▶ **What is required**
Going through the records that follow, please count the lines with "hidden" in them and give only the count.
--- Records shown Enclosed Below ---
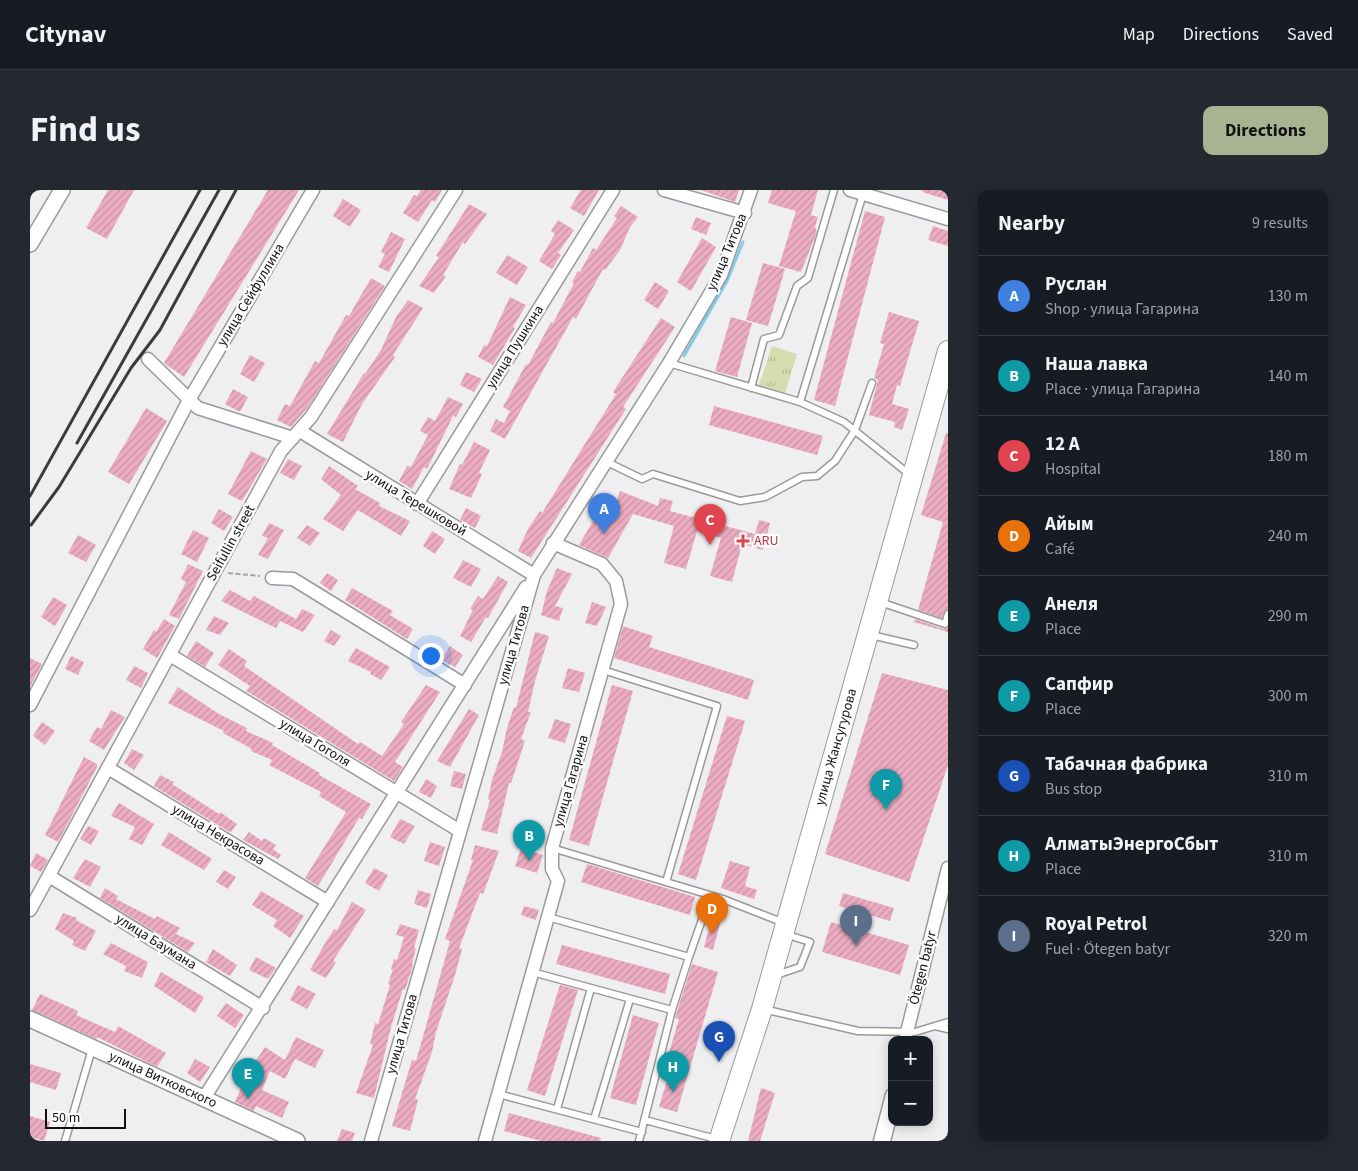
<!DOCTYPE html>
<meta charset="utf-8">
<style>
body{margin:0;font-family:"Source Sans 3",sans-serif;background:#242831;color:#f1f3f6}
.controls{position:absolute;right:15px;bottom:15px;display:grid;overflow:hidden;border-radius:10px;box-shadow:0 2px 12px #0003}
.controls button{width:45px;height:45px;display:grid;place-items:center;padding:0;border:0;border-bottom:1px solid #363941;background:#171b24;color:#f1f3f6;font:25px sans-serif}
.scale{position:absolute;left:15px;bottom:12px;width:81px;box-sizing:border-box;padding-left:5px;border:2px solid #111112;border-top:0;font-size:14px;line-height:18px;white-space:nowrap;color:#111112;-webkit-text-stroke:4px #fcfcff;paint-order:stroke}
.you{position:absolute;left:400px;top:465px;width:18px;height:18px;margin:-12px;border:4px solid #fff;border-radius:50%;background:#1a73e8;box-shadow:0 0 0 8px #1a73e833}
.badge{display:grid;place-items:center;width:32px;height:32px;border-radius:50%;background:#a8b491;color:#fff;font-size:16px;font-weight:700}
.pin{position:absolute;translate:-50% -41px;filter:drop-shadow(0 1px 2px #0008)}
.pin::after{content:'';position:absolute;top:26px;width:18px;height:15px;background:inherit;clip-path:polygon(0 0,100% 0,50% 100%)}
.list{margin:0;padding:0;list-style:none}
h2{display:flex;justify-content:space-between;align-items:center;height:65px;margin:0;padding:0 20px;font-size:21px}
h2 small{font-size:16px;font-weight:400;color:#9ea1a6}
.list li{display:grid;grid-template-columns:32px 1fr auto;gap:15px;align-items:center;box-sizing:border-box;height:80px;padding:0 20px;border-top:1px solid #363941}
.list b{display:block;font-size:19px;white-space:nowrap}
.list p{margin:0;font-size:16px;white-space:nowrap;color:#9ea1a6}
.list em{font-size:16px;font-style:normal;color:#9ea1a6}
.map{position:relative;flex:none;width:918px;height:951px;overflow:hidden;border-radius:10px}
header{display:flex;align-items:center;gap:30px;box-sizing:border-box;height:70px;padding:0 25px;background:#171b24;border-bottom:1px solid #363941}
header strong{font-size:24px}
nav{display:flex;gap:28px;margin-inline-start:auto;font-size:18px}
.intro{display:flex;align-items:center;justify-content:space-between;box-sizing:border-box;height:120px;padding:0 30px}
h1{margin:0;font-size:35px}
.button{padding:12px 22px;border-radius:10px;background:#a8b491;color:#111;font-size:18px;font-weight:700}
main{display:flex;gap:30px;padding:0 30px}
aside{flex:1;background:#171b24;border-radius:10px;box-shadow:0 2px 12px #0003}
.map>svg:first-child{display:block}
.park{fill:url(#park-tufts)}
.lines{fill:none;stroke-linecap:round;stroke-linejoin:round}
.stream{stroke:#84cce6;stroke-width:3}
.building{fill:url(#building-hatch)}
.service-casing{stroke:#9a9a9d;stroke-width:9}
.minor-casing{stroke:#9a9a9d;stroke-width:15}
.tertiary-casing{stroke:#9a9a9d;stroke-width:18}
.primary-casing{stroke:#9a9a9d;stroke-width:22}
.path{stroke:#a4a4a6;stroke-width:2;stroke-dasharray:5 2.5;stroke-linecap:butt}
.service{stroke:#fff;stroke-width:6}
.minor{stroke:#fff;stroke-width:12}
.tertiary{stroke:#fff;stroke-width:15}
.primary{stroke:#fff;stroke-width:20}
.rail{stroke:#3b3b3d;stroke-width:3}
.health-dot{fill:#e0444e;stroke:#fcfcff;stroke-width:2}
.labels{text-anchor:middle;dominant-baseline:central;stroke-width:5;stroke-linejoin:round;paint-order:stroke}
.street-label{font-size:14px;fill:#111112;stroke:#fcfcff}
.health-label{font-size:14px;fill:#be3a42;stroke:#fcfcff;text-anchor:start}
</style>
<header>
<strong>Citynav</strong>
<nav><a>Map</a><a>Directions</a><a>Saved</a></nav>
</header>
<div class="intro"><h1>Find us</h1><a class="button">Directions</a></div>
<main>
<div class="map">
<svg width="918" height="951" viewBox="0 0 918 951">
<defs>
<pattern id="park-tufts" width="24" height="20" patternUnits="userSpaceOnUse" patternTransform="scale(1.25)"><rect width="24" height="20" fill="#d4ddae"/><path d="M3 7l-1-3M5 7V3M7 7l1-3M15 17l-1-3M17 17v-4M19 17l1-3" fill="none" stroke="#b5bd95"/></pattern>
<pattern id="building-hatch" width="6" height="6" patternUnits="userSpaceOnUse" patternTransform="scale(1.25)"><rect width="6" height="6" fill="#ecacc1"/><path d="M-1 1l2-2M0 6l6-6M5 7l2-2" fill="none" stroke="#c993a5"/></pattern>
</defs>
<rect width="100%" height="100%" fill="#efeff2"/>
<path class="park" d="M742,156L767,164L755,203L729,195Z"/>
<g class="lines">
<path class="stream" d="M654,166L697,91L713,52"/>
</g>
<path class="building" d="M78,0H104L77,49L56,38Z
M238,0H269L154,187L134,173Z
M391,0H412L405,12L402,10L388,32L373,23L384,5L387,6Z
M551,0H569L554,26L540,18Z
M671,0H709L705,12Z
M742,0H788L781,25L788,27L785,37L787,42L771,82L749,76L766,21L738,13Z
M893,0H918V10L892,2Z
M313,9L331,20L320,37L303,26Z
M439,14L457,24L435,54L433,52L413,85L416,86L404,103L389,96L409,67L406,66Z
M591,16L608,27L600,37L590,60L575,80L573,79L546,129L543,127L475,249L460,241L466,229L474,233L480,221L473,217L496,174L498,175L521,132L523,133L544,93L542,92L548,81L550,82L563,58L566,60L587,28L584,26Z
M835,21L855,27L805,216L784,210Z
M666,27L681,33L676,45L661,39Z
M528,30L544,40L528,63L531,65L522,79L509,71L525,44L521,41Z
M903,36L918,41V56L898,50Z
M361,42L375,49L359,82L348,77L355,64L351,62Z
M672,48L686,57L661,101L647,92Z
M477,65L498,77L487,95L466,83Z
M733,73L755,79L738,136L716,130Z
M341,88L355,96L278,217L261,237L247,230L255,214L260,216L285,171L289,173L316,125L319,126Z
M625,92L639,101L628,119L614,110Z
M480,107L496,115L483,137L485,138L463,175L448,167L454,155L457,156Z
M378,110L393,118L363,165L365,167L332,214L313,252L297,244L334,183L335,184L351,160L366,127Z
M859,122L889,131L870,196L867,195L862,214L879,219L872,240L864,237L865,232L839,225L848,190L844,188L854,154L850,153Z
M701,127L722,133L707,187L685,181Z
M631,128L645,137L593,217L596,219L501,368L488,361L498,339L510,321L512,323L535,286L586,204L583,202Z
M220,165L235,173L224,192L210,184Z
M436,182L452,189L444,202L430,195Z
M203,199L218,207L210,222L195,214Z
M418,207L433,214L426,227L423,226L397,279L394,277L382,299L369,291L377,276L381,277L398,245L390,241L398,227L405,231Z
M684,216L793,246L787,265L679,235Z
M116,218L137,231L99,294L78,282Z
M916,243H918V419L914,421L912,428L888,420L913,332L891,325Z
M444,252L460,260L449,283L452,284L441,308L419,299L430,274L432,275Z
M221,261L237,269L212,311L198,304Z
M258,269L272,276L264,290L250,283Z
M299,276L328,296L325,299L350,313L349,316L380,331L371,346L328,320L313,341L293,329L311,305L291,289Z
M590,301L628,316L630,308L643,311L640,321L725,344L729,330L740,333L733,360L712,354L702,392L680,386L691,348L667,341L656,379L634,373L644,336L603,324L578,368L549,355L570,319L582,322Z
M436,318L451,326L445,338L430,330Z
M189,319L203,327L194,341L181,333Z
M239,333L254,340L238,369L228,365L238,348L232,346Z
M277,335L290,343L280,356L267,348Z
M163,340L179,348L167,372L151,364Z
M402,341L415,349L405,364L393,356Z
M48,345L66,355L56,372L38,363Z
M433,370L451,379L441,397L423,388Z
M158,374L173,381L149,429L139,425L156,392L151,389Z
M527,378L542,384L525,416L533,418L529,431L511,425L517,401Z
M297,383L308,390L301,401L290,393Z
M468,386L478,392L458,428L456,427L441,452L430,446L443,420L440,419L448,406L453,409Z
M322,398L363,421L360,425L383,439L377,449L315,410Z
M200,400L220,411L224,406L266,429L272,419L285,425L273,442L250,431L246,438L191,411Z
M23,407L37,415L25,436L11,427Z
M562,412L576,417L567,436L555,433Z
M184,426L199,433L190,445L176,440Z
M134,429L145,436L127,468L113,459L124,440L126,442Z
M885,429L913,439L918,438V442L884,432Z
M593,436L623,446L619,457L724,490L718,510L584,468Z
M301,440L311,446L304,456L294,451Z
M505,442L519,446L505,491L498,522H501L491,549L495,551L481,593H479L467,644L451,640L460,610H458L462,590L472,562L477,538L484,517L486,518Z
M166,451L184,463L175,477L157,466Z
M420,456L433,465L425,477L411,470Z
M326,458L360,477L351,490L340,484L341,482L318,471Z
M199,459L217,471L214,476L328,554L330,552L352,566L374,534L371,532L396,495L410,502L365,572L373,577L364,591L216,501L220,496L188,475Z
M41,466L54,472L48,485L35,479Z
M0,468L12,474L0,497Z
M104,476L118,483L111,498L96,490Z
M538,478L555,483L549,502L532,498Z
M852,483L918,500V575L879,692L795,664Z
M582,495L603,501L559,656L539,650Z
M148,497L189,524L217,538L216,541L243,553L242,555L290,583L289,585L341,614L332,629L329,628L288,696L275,688L316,622L289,606L291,602L239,575L242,570L221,561L222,559L193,543L194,541L138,513Z
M439,519L449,525L420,577L407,571Z
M81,520L95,527L74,560L59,551L67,537L71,539Z
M697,526L715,531L666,690L648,684Z
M525,529L541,534L535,553L518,548Z
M12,532L25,541L15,555L3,546Z
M102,559L114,565L104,580L94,573Z
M54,567L67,574V577L28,652L15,645Z
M424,581L436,584L432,599L420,596Z
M130,585L144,592L142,594L189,624L190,622L207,634L201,642L198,641L124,596Z
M396,589L407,596L401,608L389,602Z
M89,613L124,634L112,655L99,649L105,637L81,626Z
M370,629L385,636L374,654L360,647Z
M58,636L69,641L61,655L50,649Z
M139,642L182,669L174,680L131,655Z
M219,642L232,651L234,648L246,655L243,659L251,665L248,669L213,650Z
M400,652L415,657L409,676L394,671Z
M445,655L469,661L453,704L450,703L429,758L432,759L425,785L406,842L402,862L385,909L388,910L380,941L362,936L382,870L386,871L420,751L415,749L443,670H441Z
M491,658L513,665L507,683L485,676Z
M6,663L18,670L11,682L0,676Z
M55,669L71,677L60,697L43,688Z
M700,671L720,677L715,696L727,700L724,709L691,698Z
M557,674L665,707L660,725L551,692Z
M344,678L358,685L349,701L335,693Z
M194,680L206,687L198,699L186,692Z
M75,698L88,706L86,709L125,729L127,726L150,738L146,744L165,753L158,762L70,708Z
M388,700L401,704L397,718L384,714Z
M231,701L274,726L260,748L243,736L247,730L222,715Z
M813,703L864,718L860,731L809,716Z
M322,712L336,720L303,771L306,772L296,788L280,780L294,755L304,739L307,740Z
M494,716L509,720L506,730L491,725Z
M33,723L47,728L46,730L66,741L55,761L42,755L44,751L25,739Z
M682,727L691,730L683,760L674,757Z
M801,732L879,755L870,785L792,762Z
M370,734L389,740L384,758H386L382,774L383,775L375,800L373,799L361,837L344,908L326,903L343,855L340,854L345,833L348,834L360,795L358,794L363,779H361L364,769L367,770L374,747L366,745Z
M81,753L118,772L112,788L94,781L96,776L73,764Z
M532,755L640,784L635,804L526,774Z
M183,759L207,775L200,786L176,772Z
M226,767L246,778L238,789L219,780Z
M662,774L688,782L647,922L629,917L638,887L632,886L649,829L645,828Z
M131,782L174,807L165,823L124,796Z
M268,795L286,804L277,819L260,810Z
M530,795L548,800L515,906L497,900Z
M10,804L48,821L46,825L85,842L88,836L136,863L127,877L67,847L66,849L2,820Z
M196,813L214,825L205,838L187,826Z
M603,825L629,833L606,915L580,908Z
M266,847L294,860L285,878L265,869L255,889L240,881L232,900L259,912L252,928L226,916L224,921L205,912L212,896L215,898L225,872L235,857L255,870Z
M165,869L180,877L170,892L157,883Z
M0,874L31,883L26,900L0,892Z
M731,898L745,903L730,951H718Z
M479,923L571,948L570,951H511L474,941Z
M0,926L20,932L14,951L0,947Z
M312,939L325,943L322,951H307Z"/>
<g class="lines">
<g class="service-casing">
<path id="service" d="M639,173L770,212L814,232L879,284
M721,198L734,149L749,145L767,96L778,88L804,0
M770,212L833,4
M575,271L612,289L623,284L710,311L735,307L772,287L787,286L805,271L825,240L842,193
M850,412L915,434L918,424
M841,445L884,455
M573,480L687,516L636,692
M522,658L693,709L754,733
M518,727L659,767
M502,782L642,820
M746,785L770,777L780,752L755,744
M733,819L828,841L885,842L918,832
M905,836L918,839
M468,904L612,942
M527,919L561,798
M564,929L600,809
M615,930L686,949
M35,951L62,859
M609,951L642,820L659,767L675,721L693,709
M857,951L862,932"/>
</g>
<g class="minor-casing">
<path id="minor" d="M634,0L715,23
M820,0L918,29
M118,169L168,218L263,248
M270,241L504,385
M387,314L583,0
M242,388L263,389L435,495
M140,465L430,641
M0,515L159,210L283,0
M78,578L298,712
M19,686L233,818
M0,720L251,261L281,227L426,0
M875,850L918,678
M174,908L496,397
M341,951L504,385L639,173L691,85L721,0
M455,951L528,691L522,679V658L591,414L586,391L572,374L523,353
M850,951L862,905"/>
</g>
<g class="tertiary-casing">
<g id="tertiary">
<path d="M0,54L32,0"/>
<path id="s1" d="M0,829L267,951"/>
</g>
</g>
<g class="primary-casing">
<g id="primary">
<path id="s2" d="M689,951L732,819L918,161"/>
</g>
</g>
<path class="path" d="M198,383L230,386"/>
<use href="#service" class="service"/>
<use href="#minor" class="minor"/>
<use href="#tertiary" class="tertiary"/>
<use href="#primary" class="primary"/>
<path class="rail" d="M47,253L189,0
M0,306L170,0
M1,335L29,297L101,178L130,140L206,0"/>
</g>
<path class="health-dot" d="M710.5 343.5h5v5h5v5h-5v5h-5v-5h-5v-5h5z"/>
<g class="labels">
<g class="street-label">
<text transform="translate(697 62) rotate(-67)">улица Титова</text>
<text transform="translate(221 105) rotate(-59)">улица Сейфуллина</text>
<text transform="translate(485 157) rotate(-58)">улица Пушкина</text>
<text transform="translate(386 313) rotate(31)">улица Терешковой</text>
<text transform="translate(201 353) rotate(-61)">Seifullin street</text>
<text transform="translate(484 455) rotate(-74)">улица Титова</text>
<text transform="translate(285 553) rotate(31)">улица Гоголя</text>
<text stroke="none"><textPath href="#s2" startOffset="411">улица Жансугурова</textPath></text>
<text transform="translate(541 591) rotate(-74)">улица Гагарина</text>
<text transform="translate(188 645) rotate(31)">улица Некрасова</text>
<text transform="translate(126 752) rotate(32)">улица Баумана</text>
<text transform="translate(893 778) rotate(-76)">Ötegen batyr</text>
<text transform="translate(372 844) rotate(-74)">улица Титова</text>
<text stroke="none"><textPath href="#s1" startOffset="146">улица Витковского</textPath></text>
</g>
<g class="health-label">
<text x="724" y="351">ARU</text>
</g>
</g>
</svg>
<div class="controls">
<button>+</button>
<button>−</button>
</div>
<div class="scale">50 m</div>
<div class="you"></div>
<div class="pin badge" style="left:574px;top:344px;background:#3f7fe0">A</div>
<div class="pin badge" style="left:499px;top:671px;background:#0f9aa8">B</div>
<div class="pin badge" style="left:680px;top:355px;background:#e0444e">C</div>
<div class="pin badge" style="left:682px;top:744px;background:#e8710a">D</div>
<div class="pin badge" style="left:218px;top:909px;background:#0f9aa8">E</div>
<div class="pin badge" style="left:856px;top:620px;background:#0f9aa8">F</div>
<div class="pin badge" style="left:689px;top:872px;background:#1a4fb4">G</div>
<div class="pin badge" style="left:643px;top:902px;background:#0f9aa8">H</div>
<div class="pin badge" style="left:826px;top:756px;background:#5c6f8a">I</div>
</div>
<aside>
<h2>Nearby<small>9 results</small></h2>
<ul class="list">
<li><span class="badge" style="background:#3f7fe0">A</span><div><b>Руслан</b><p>Shop · улица Гагарина</p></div><em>130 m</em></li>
<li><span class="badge" style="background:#0f9aa8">B</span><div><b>Наша лавка</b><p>Place · улица Гагарина</p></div><em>140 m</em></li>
<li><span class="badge" style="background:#e0444e">C</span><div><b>12 А</b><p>Hospital</p></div><em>180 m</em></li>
<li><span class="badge" style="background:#e8710a">D</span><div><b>Айым</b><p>Café</p></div><em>240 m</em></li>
<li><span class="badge" style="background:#0f9aa8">E</span><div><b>Анеля</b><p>Place</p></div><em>290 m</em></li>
<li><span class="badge" style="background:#0f9aa8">F</span><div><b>Сапфир</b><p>Place</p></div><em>300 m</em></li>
<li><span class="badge" style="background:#1a4fb4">G</span><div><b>Табачная фабрика</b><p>Bus stop</p></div><em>310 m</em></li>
<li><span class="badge" style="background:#0f9aa8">H</span><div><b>АлматыЭнергоСбыт</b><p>Place</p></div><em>310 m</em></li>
<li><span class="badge" style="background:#5c6f8a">I</span><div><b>Royal Petrol</b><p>Fuel · Ötegen batyr</p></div><em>320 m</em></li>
</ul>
</aside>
</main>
--- End of Enclosed Records shown ---
▶ **Problem solution**
2